__Dataset entries__:
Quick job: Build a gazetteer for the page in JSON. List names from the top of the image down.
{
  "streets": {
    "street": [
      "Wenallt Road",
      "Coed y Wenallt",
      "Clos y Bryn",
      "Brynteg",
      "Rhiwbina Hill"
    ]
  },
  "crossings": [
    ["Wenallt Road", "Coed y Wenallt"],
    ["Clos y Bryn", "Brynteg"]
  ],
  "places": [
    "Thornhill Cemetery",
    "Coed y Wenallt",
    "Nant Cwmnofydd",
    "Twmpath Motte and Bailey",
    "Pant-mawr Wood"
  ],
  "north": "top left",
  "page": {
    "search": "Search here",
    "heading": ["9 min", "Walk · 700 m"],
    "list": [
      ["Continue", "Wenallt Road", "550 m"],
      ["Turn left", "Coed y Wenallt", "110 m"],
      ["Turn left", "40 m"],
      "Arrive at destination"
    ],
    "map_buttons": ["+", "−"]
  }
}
* * *
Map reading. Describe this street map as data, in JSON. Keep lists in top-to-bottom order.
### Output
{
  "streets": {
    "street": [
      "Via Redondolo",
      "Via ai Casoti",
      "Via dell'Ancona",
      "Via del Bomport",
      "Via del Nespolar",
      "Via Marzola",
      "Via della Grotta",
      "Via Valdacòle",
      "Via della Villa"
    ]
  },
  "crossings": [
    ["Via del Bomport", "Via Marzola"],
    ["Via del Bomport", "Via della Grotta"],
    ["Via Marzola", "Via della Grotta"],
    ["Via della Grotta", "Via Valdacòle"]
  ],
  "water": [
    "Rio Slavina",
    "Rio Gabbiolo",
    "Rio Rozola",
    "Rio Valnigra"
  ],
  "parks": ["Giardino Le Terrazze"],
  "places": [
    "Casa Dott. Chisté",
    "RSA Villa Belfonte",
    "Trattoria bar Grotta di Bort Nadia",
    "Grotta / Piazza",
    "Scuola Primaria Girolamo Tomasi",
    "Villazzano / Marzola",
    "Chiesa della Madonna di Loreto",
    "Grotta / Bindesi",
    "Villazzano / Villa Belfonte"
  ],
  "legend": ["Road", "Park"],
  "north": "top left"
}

__Work instruction__: Once the lines of the entries containing the word "della" have been counted, report the number alone.

__Answer for the task__: 6